She stops to talk to him on Barrack Street. Dan’s hands are covered in sticky red paint. He stops and puts the brush down on the edge of the can.
‘I’m a poet,’ she says.
‘That’s nice,’ he says.
She has long dark hair and dark circles under her eyes. She keeps talking, mumbling about her poetry, about her husband, about Iceland, about short days and long nights.
‘I’ve been published you know. I’ve been reviewed in the Times. My husband Olaf, the filthy pig, took the house. Now I’m stuck in this god-forsaken place.’
Dan feels trapped. A prisoner of the path. He wants to tell her to fuck off, that he has work to do, but he can’t. She is a woman.
He has nowhere to hide out here on the path. He tries to continue painting the door but she keeps at him with her offloading, verbal attack. The paint is drying on the brush. The boss will flip when he gets back.
She smells of drink. Not beer now, but strong drink, whiskey maybe. Some spirit anyway. She wears a long purple skirt that drags the ground and the dirt with it. Everything about her disgusts him.

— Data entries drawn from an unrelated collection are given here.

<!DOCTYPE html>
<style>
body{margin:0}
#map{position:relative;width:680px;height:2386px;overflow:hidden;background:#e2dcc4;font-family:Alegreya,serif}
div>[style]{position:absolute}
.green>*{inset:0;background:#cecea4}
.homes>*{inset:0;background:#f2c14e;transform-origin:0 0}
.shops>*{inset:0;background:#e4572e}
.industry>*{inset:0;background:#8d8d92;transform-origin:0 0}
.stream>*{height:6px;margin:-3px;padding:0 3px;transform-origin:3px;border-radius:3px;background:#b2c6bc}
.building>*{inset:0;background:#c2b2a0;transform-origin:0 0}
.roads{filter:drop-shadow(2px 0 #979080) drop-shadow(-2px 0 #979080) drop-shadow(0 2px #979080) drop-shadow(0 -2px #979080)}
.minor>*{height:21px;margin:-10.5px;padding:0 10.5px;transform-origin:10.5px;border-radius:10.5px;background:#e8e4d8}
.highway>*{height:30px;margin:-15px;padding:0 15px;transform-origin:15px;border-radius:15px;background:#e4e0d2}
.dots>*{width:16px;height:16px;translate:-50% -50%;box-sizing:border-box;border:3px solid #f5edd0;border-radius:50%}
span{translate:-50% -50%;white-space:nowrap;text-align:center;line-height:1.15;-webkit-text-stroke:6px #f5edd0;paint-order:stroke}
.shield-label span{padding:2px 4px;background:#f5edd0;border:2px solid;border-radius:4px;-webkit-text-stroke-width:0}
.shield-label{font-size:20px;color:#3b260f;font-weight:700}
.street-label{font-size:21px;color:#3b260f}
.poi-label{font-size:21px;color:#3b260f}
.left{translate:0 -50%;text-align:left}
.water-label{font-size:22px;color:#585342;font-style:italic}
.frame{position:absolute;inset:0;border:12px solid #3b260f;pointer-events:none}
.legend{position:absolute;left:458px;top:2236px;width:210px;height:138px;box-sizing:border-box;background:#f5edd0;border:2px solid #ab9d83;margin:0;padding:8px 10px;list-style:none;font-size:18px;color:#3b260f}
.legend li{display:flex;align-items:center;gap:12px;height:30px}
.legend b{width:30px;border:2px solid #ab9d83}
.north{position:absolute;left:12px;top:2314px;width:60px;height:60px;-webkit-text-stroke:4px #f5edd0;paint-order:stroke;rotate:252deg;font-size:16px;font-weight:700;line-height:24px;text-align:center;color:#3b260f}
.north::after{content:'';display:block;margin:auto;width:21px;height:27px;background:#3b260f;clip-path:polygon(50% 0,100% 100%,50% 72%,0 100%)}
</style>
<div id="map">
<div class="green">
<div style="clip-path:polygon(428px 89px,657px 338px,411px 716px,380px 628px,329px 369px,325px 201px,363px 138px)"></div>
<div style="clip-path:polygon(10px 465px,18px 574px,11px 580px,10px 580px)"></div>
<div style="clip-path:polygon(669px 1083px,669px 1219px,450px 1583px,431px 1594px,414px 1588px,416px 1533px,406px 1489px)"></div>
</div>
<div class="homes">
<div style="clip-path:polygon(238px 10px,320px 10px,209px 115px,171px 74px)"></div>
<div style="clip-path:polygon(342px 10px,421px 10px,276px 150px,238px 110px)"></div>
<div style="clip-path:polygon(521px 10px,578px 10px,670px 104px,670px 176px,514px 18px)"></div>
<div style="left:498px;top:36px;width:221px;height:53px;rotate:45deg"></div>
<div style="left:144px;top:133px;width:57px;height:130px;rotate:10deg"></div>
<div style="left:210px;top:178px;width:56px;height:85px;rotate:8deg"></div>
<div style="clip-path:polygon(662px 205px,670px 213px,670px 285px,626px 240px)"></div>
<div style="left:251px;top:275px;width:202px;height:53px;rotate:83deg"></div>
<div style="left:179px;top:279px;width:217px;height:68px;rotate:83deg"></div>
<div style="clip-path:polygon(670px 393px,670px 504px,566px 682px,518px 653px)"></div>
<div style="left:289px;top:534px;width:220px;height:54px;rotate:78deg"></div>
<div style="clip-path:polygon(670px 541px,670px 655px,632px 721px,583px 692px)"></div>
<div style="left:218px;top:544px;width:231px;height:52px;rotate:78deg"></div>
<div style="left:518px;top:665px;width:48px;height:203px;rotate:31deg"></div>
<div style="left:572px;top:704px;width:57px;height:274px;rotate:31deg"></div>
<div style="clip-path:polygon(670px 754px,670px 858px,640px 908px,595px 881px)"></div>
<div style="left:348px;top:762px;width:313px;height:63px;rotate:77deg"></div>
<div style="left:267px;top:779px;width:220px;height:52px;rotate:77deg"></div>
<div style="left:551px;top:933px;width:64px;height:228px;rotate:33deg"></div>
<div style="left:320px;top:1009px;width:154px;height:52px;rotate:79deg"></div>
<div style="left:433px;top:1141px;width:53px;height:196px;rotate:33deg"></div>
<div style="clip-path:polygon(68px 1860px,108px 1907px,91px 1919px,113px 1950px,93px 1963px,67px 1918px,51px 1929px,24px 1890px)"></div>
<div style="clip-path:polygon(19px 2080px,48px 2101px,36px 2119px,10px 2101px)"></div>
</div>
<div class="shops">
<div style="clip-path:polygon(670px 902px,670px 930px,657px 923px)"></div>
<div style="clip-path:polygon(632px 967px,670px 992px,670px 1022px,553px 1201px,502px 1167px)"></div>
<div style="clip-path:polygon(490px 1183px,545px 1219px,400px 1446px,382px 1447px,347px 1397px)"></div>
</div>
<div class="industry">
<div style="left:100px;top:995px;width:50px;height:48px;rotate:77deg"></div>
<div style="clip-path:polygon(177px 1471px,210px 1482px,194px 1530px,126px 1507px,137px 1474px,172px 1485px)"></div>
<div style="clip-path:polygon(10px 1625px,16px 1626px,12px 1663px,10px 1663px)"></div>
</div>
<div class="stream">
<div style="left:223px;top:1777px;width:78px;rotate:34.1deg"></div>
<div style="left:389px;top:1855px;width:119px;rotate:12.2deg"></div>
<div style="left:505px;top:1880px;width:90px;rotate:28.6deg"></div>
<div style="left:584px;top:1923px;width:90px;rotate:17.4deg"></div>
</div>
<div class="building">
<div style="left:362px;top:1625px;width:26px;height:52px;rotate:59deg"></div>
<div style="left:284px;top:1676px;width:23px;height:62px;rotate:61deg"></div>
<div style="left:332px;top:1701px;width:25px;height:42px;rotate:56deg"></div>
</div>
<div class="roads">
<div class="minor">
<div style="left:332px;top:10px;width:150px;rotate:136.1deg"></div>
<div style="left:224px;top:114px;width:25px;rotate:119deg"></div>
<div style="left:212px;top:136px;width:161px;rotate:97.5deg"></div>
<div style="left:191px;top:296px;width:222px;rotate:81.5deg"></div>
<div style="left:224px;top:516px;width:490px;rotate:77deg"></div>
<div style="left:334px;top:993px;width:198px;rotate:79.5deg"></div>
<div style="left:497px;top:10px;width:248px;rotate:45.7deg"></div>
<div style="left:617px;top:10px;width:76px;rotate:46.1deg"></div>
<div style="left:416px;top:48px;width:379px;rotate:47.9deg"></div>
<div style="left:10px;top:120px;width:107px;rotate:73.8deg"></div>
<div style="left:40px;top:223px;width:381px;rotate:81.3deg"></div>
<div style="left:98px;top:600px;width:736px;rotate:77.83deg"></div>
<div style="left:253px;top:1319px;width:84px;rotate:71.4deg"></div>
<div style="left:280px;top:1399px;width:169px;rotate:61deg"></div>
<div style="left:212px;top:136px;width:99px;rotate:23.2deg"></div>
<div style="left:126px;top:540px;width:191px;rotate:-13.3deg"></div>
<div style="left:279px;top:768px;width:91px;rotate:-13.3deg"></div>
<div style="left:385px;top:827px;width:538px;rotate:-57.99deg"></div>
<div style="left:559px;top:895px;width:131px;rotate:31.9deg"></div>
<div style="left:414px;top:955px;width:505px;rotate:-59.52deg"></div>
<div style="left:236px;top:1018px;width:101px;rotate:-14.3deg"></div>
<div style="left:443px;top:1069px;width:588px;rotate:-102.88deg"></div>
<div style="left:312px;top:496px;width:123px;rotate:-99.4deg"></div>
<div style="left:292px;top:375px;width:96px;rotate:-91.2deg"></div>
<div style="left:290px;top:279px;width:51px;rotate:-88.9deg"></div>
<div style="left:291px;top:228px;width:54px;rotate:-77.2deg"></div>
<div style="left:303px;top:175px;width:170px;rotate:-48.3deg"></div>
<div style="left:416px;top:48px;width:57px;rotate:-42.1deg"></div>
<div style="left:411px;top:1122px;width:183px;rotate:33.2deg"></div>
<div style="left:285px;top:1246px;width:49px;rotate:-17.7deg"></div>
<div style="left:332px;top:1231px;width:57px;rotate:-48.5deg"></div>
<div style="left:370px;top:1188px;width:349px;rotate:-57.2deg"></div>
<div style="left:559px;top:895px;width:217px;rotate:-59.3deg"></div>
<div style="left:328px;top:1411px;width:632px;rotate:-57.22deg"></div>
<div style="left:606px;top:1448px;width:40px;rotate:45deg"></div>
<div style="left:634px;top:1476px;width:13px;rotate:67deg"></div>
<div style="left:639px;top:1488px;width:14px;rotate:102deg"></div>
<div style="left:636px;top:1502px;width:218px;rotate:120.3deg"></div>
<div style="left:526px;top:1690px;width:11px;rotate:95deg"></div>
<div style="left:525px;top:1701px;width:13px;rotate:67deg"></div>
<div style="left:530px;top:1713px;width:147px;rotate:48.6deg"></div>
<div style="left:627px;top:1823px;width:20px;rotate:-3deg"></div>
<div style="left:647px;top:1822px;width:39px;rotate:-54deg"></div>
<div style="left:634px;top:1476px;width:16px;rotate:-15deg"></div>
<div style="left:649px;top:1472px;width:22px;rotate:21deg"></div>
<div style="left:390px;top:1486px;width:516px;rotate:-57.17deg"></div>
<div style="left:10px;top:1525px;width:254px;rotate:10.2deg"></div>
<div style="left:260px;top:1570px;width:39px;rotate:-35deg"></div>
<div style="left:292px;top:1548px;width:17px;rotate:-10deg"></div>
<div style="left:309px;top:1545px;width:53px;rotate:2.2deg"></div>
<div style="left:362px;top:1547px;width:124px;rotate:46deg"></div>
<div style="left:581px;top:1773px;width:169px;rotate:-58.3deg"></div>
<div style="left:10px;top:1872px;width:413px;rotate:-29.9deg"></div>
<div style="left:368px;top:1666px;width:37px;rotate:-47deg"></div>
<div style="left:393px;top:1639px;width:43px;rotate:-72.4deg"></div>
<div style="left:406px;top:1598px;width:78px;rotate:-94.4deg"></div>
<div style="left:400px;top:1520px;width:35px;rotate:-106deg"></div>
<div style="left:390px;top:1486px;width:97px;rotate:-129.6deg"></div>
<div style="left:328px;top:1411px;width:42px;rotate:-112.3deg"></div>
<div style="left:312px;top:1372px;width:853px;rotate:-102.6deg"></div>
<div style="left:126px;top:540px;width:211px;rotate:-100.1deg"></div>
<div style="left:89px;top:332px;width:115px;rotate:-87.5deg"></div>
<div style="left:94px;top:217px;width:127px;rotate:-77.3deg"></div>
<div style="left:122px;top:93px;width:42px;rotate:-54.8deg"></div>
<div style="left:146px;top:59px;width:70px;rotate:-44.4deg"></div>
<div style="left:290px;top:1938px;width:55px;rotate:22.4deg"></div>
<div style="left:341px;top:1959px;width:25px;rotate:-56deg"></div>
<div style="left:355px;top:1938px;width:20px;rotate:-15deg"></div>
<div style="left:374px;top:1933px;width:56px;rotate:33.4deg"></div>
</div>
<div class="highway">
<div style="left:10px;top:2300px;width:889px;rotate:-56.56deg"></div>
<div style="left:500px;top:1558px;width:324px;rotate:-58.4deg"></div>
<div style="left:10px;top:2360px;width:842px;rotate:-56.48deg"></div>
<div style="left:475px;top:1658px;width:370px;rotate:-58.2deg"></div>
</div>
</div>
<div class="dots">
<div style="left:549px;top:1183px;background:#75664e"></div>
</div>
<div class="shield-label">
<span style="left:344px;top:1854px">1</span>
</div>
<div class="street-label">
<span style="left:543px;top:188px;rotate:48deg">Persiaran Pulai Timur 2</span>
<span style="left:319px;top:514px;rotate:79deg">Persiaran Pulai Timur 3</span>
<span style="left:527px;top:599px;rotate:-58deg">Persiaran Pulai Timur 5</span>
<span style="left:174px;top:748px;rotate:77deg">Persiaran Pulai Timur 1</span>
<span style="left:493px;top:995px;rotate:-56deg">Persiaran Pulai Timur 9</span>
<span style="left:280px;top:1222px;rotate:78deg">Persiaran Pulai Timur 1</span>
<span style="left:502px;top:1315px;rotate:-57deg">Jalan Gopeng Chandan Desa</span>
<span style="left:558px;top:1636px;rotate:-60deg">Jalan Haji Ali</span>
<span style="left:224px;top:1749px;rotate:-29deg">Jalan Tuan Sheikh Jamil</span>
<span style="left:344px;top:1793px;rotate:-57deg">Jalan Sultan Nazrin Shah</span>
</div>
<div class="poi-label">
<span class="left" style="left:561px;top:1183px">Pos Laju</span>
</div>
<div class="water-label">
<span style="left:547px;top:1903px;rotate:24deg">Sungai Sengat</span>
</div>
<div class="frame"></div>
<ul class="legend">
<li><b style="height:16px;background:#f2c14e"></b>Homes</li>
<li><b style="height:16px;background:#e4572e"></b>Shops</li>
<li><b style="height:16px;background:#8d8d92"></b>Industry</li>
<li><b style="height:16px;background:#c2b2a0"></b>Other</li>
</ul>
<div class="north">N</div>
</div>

‘You’re young, you can’t understand,’ she tells him. There are tears in her eyes now. She leans in close and touches his shoulder. Her breath smells like the floor of a pub on a Sunday morning.
‘If I were young again, I’d do it all differently. Look at me now. I’m old. I’ve wasted my beautiful years. What have I to show? Here I am talking to a painter on the street. A tradesman. I’m a fucking poet.’
People are staring now. It’s a scene: The crazy poet and the painter. He can take no more.
‘Look.’ he says, ‘I have to go to the hardware to get some paint. See you now.’ He leaves the brush and paint on the ground outside the Red Dragon and walks uptown to the hardware.
He can breathe now. Dan kicks some yellow autumn leaves along the path. They remind him of a poem from school about leaves and a path in the woods but he can’t really remember it.
When he gets back from the hardware she is gone.